Wait this is an amazing thread. Can we have this be a "young attendings ask the old guard general questions about how they'd handle certain situations" thread? I'm sure I'll be using this a lot lolol

Use it however you want to.

Hell, some of us geezers GenXers might even throw a question or two out there.

 

[osprey099]

I have a case: 70F (ecog 0, but has uncontrolled T2DM) with borderline resectable pancreatic adenocx. Surgeon wants Neoadj chemo. I was thinking mFOLFIRINOX with 5FU at 1800 mg/m2, oxaliplatin 65 mg/m2 and irinotecan at 120 mg/m2. Basically a 25% dose reduction overall. Hoping she can tolerate for 6-8 cycles before restaging scans. Thoughts?

 

[ONC2023]

I have a case: 70F (ecog 0, but has uncontrolled T2DM) with borderline resectable pancreatic adenocx. Surgeon wants Neoadj chemo. I was thinking mFOLFIRINOX with 5FU at 1800 mg/m2, oxaliplatin 65 mg/m2 and irinotecan at 120 mg/m2. Basically a 25% dose reduction overall. Hoping she can tolerate for 6-8 cycles before restaging scans. Thoughts?

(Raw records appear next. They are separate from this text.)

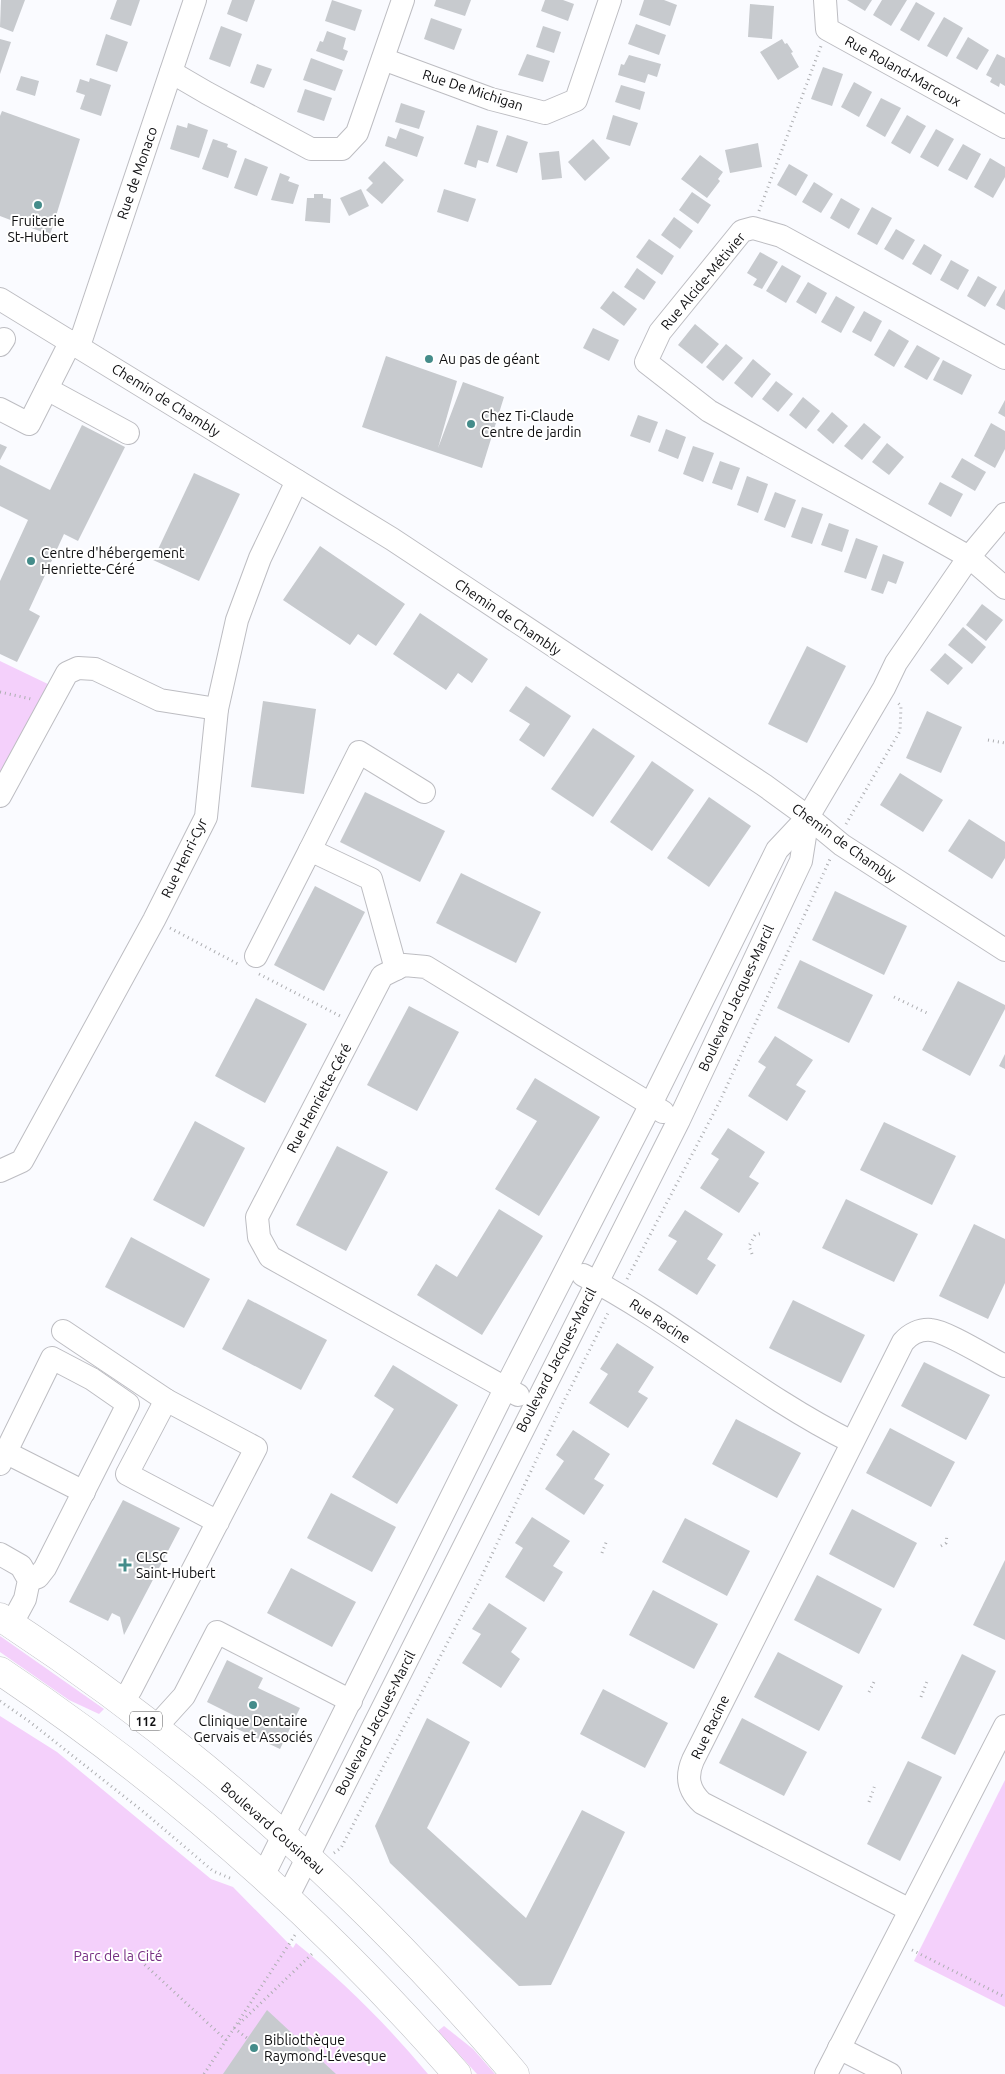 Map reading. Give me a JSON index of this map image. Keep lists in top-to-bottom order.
{
  "streets": {
    "main road": ["112", "Boulevard Cousineau"],
    "street": [
      "Rue Roland-Marcoux",
      "Rue De Michigan",
      "Rue de Monaco",
      "Rue Alcide-Métivier",
      "Chemin de Chambly",
      "Rue Henri-Cyr",
      "Boulevard Jacques-Marcil",
      "Rue Henriette-Céré",
      "Rue Racine"
    ]
  },
  "crossings": [
    ["Rue de Monaco", "Chemin de Chambly"],
    ["Rue Alcide-Métivier", "Boulevard Jacques-Marcil"],
    ["Chemin de Chambly", "Rue Henri-Cyr"],
    ["Chemin de Chambly", "Boulevard Jacques-Marcil"],
    ["Boulevard Jacques-Marcil", "Rue Henriette-Céré"],
    ["Boulevard Jacques-Marcil", "Rue Racine"],
    ["Boulevard Jacques-Marcil", "Boulevard Cousineau"]
  ],
  "parks": ["Parc de la Cité"],
  "places": {
    "other": [
      "Fruiterie St-Hubert",
      "Au pas de géant",
      "Chez Ti-Claude Centre de jardin",
      "Centre d'hébergement Henriette-Céré",
      "Clinique Dentaire Gervais et Associés",
      "Bibliothèque Raymond-Lévesque"
    ],
    "health": ["CLSC Saint-Hubert"]
  }
} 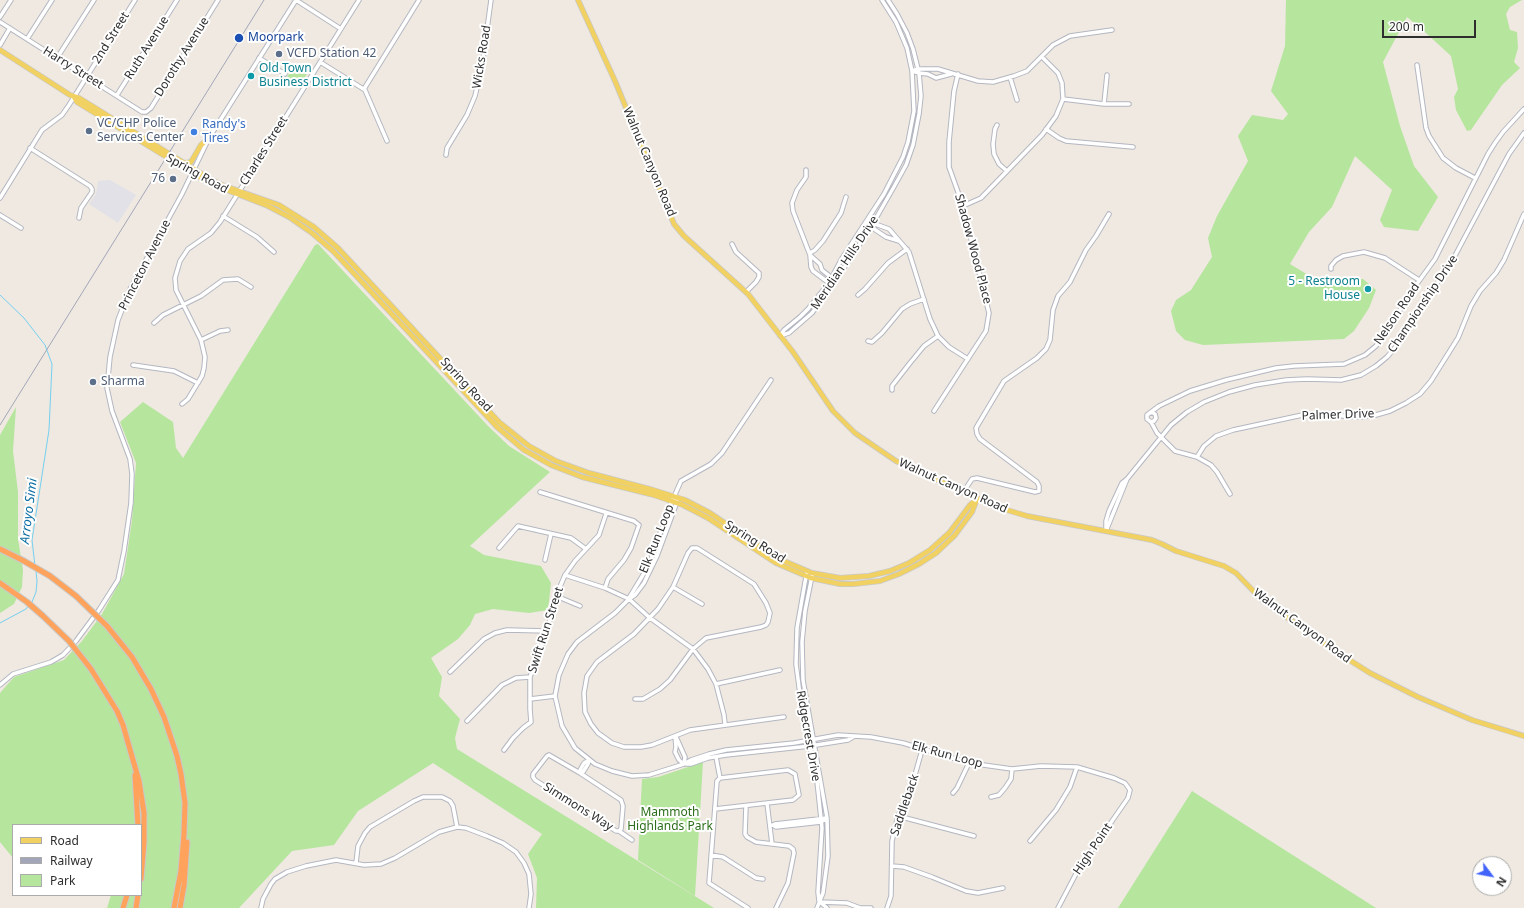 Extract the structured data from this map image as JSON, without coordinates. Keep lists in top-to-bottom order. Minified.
{"streets":{"main road":["Walnut Canyon Road","Spring Road"],"street":["2nd Street","Ruth Avenue","Dorothy Avenue","Wicks Road","Harry Street","Charles Street","Shadow Wood Place","Meridian Hills Drive","Princeton Avenue","Championship Drive","Nelson Road","Palmer Drive","Elk Run Loop","Swift Run Street","Ridgecrest Drive","Saddleback","Simmons Way","High Point"]},"crossings":[["2nd Street","Harry Street"],["2nd Street","Spring Road"],["Ruth Avenue","Harry Street"],["Dorothy Avenue","Harry Street"],["Charles Street","Spring Road"],["Walnut Canyon Road","Spring Road"],["Walnut Canyon Road","Meridian Hills Drive"],["Walnut Canyon Road","Championship Drive"],["Spring Road","Princeton Avenue"],["Spring Road","Elk Run Loop"],["Spring Road","Ridgecrest Drive"],["Elk Run Loop","Ridgecrest Drive"],["Elk Run Loop","Saddleback"],["Elk Run Loop","High Point"]],"water":["Arroyo Simi"],"parks":["Mammoth Highlands Park"],"places":["Moorpark","VCFD Station 42","Old Town Business District","VC/CHP Police Services Center","Randy's Tires","76","5 - Restroom House","Sharma"],"legend":["Road","Railway","Park"],"scale_bar":"200 m","north":"bottom right"} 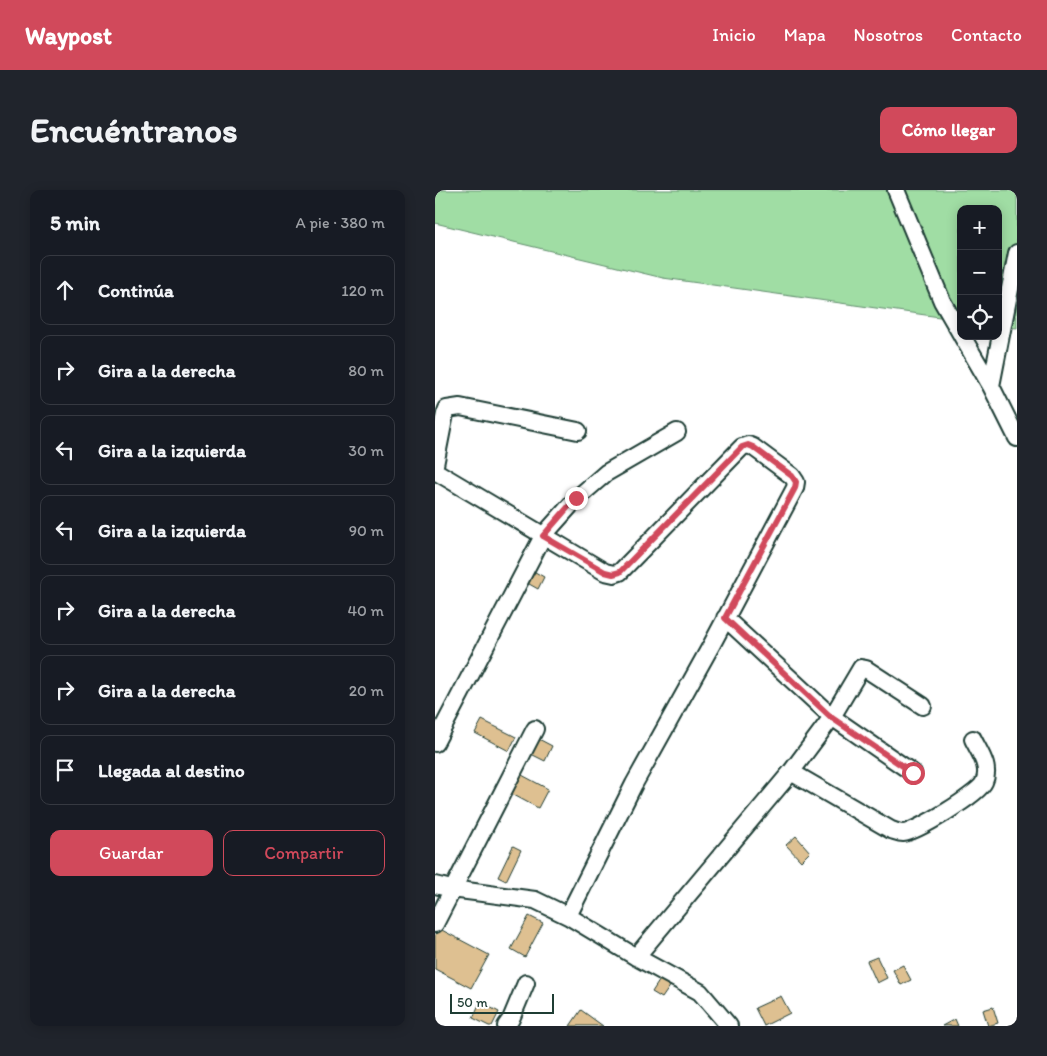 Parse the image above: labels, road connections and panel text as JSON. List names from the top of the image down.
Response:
{
  "scale_bar": "50 m",
  "page": {
    "header": "Waypost",
    "nav": [
      "Inicio",
      "Mapa",
      "Nosotros",
      "Contacto"
    ],
    "buttons": [
      "Cómo llegar",
      ["Guardar", "Compartir"]
    ],
    "title": "Encuéntranos",
    "heading": ["5 min", "A pie · 380 m"],
    "map_buttons": ["+", "−"],
    "list": [
      ["Continúa", "120 m"],
      ["Gira a la derecha", "80 m"],
      ["Gira a la izquierda", "30 m"],
      ["Gira a la izquierda", "90 m"],
      ["Gira a la derecha", "40 m"],
      ["Gira a la derecha", "20 m"],
      "Llegada al destino"
    ],
    "scale": "50 m"
  }
} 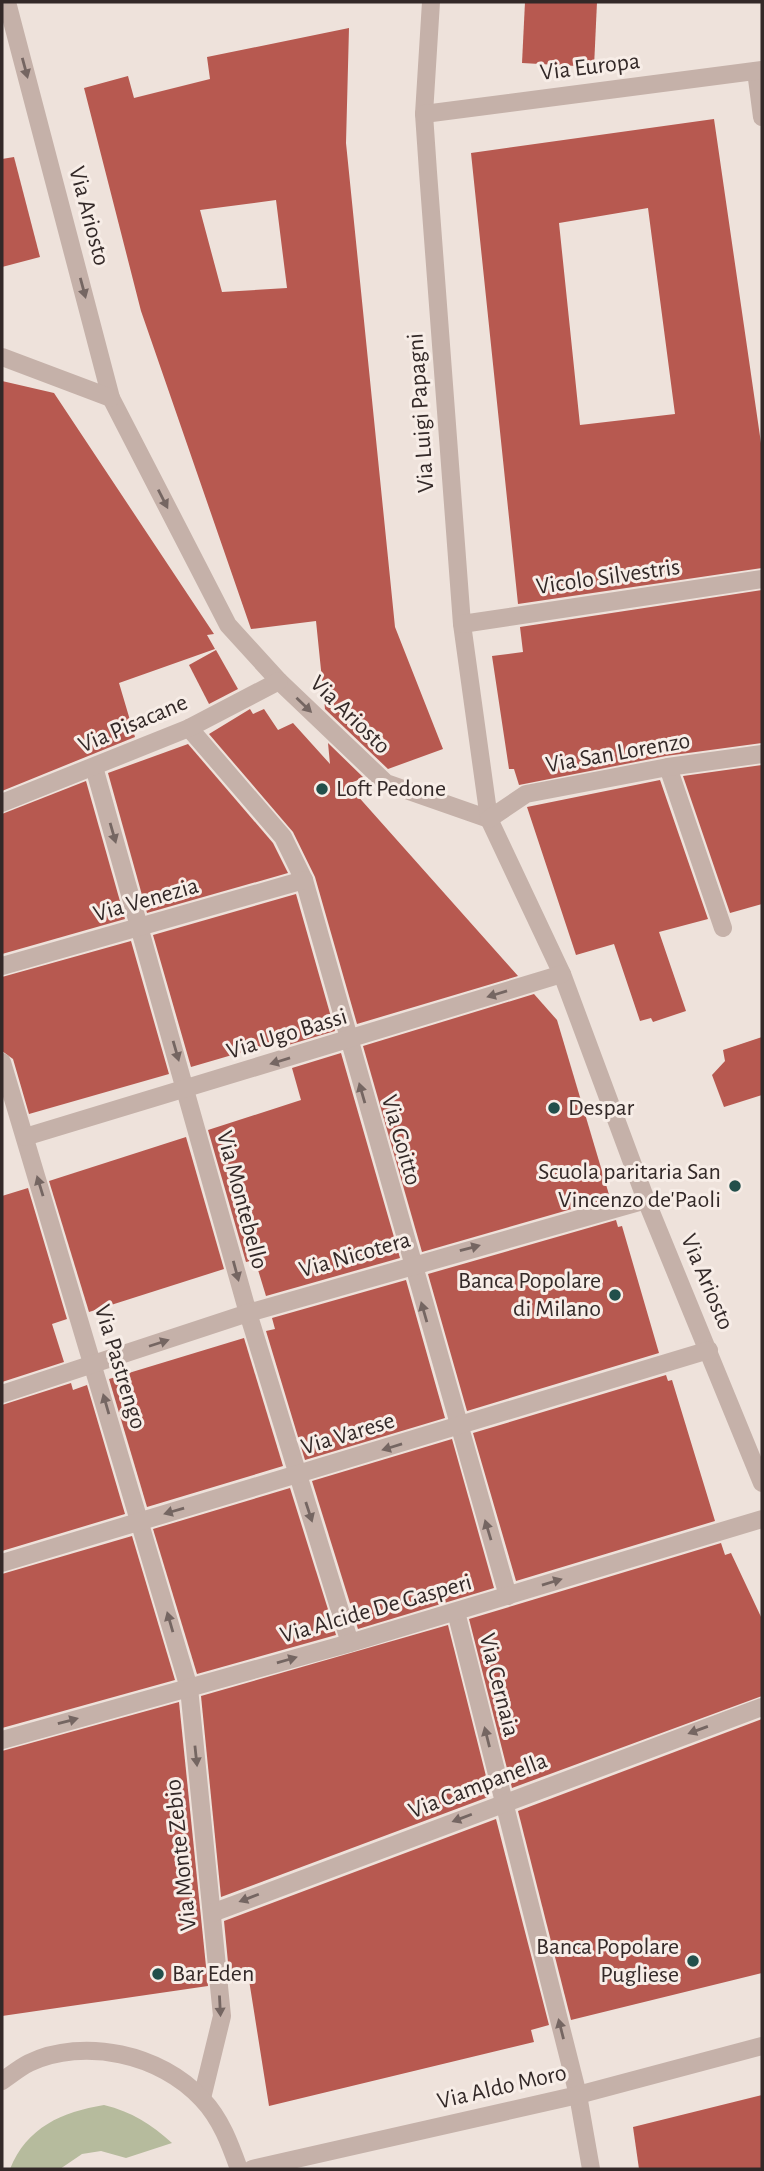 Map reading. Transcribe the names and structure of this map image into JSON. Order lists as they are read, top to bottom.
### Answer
{
  "streets": {
    "street": [
      "Via Europa",
      "Via Ariosto",
      "Via Luigi Papagni",
      "Vicolo Silvestris",
      "Via Pisacane",
      "Via San Lorenzo",
      "Via Venezia",
      "Via Ugo Bassi",
      "Via Goitto",
      "Via Montebello",
      "Via Nicotera",
      "Via Pastrengo",
      "Via Varese",
      "Via Alcide De Gasperi",
      "Via Cernaia",
      "Via Campanella",
      "Via Monte Zebio",
      "Via Aldo Moro"
    ]
  },
  "crossings": [
    ["Via Europa", "Via Luigi Papagni"],
    ["Via Ariosto", "Via Luigi Papagni"],
    ["Via Ariosto", "Via Pisacane"],
    ["Via Ariosto", "Via San Lorenzo"],
    ["Via Ariosto", "Via Ugo Bassi"],
    ["Via Ariosto", "Via Nicotera"],
    ["Via Ariosto", "Via Varese"],
    ["Via Luigi Papagni", "Vicolo Silvestris"],
    ["Via Luigi Papagni", "Via San Lorenzo"],
    ["Via Pisacane", "Via Goitto"],
    ["Via Pisacane", "Via Montebello"],
    ["Via Venezia", "Via Goitto"],
    ["Via Venezia", "Via Montebello"],
    ["Via Ugo Bassi", "Via Goitto"],
    ["Via Ugo Bassi", "Via Montebello"],
    ["Via Ugo Bassi", "Via Pastrengo"],
    ["Via Goitto", "Via Nicotera"],
    ["Via Goitto", "Via Varese"],
    ["Via Goitto", "Via Alcide De Gasperi"],
    ["Via Montebello", "Via Nicotera"],
    ["Via Montebello", "Via Varese"],
    ["Via Montebello", "Via Alcide De Gasperi"],
    ["Via Nicotera", "Via Pastrengo"],
    ["Via Pastrengo", "Via Varese"],
    ["Via Pastrengo", "Via Alcide De Gasperi"],
    ["Via Pastrengo", "Via Monte Zebio"],
    ["Via Alcide De Gasperi", "Via Cernaia"],
    ["Via Alcide De Gasperi", "Via Monte Zebio"],
    ["Via Cernaia", "Via Campanella"],
    ["Via Cernaia", "Via Aldo Moro"],
    ["Via Campanella", "Via Monte Zebio"]
  ],
  "one_way": [
    "Via Ariosto",
    "Via Ugo Bassi",
    "Via Goitto",
    "Via Montebello",
    "Via Nicotera",
    "Via Pastrengo",
    "Via Varese",
    "Via Alcide De Gasperi",
    "Via Cernaia",
    "Via Campanella",
    "Via Monte Zebio"
  ],
  "places": [
    "Loft Pedone",
    "Despar",
    "Scuola paritaria San Vincenzo de'Paoli",
    "Banca Popolare di Milano",
    "Banca Popolare Pugliese",
    "Bar Eden"
  ]
} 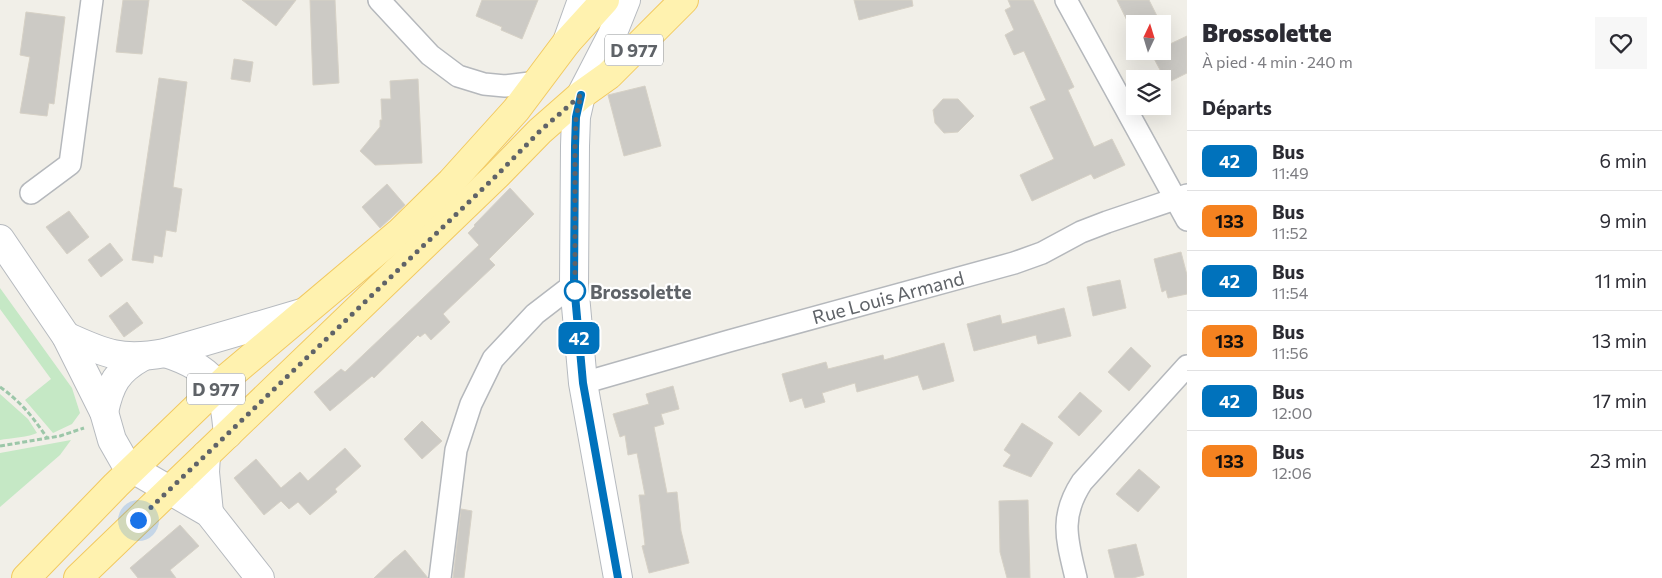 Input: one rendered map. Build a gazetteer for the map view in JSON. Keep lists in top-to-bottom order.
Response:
{
  "streets": {
    "main road": ["D 977"],
    "street": ["Rue Louis Armand"]
  },
  "places": ["Brossolette"],
  "lines": ["bus line 42"],
  "north": "top",
  "page": {
    "on_map": "42",
    "heading": [
      ["Brossolette", "À pied · 4 min · 240 m"],
      "Départs"
    ],
    "list": [
      {
        "mark": "42",
        "name": "Bus",
        "note": "11:49",
        "value": "6 min"
      },
      {
        "mark": "133",
        "name": "Bus",
        "note": "11:52",
        "value": "9 min"
      },
      {
        "mark": "42",
        "name": "Bus",
        "note": "11:54",
        "value": "11 min"
      },
      {
        "mark": "133",
        "name": "Bus",
        "note": "11:56",
        "value": "13 min"
      },
      {
        "mark": "42",
        "name": "Bus",
        "note": "12:00",
        "value": "17 min"
      },
      {
        "mark": "133",
        "name": "Bus",
        "note": "12:06",
        "value": "23 min"
      }
    ]
  }
}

Would be interested in seeing people's answers to this, as the question of how/when to dose reduce based on age seems to be one of the more subjective areas in oncology.

Also, just a fellow, but I've seen a lot of PDAC, and my attendings image after 4 cycles/8 weeks of neoadjuvant therapy for PDAC.

 

[gutonc]

I have a case: 70F (ecog 0, but has uncontrolled T2DM) with borderline resectable pancreatic adenocx. Surgeon wants Neoadj chemo. I was thinking mFOLFIRINOX with 5FU at 1800 mg/m2, oxaliplatin 65 mg/m2 and irinotecan at 120 mg/m2. Basically a 25% dose reduction overall. Hoping she can tolerate for 6-8 cycles before restaging scans. Thoughts?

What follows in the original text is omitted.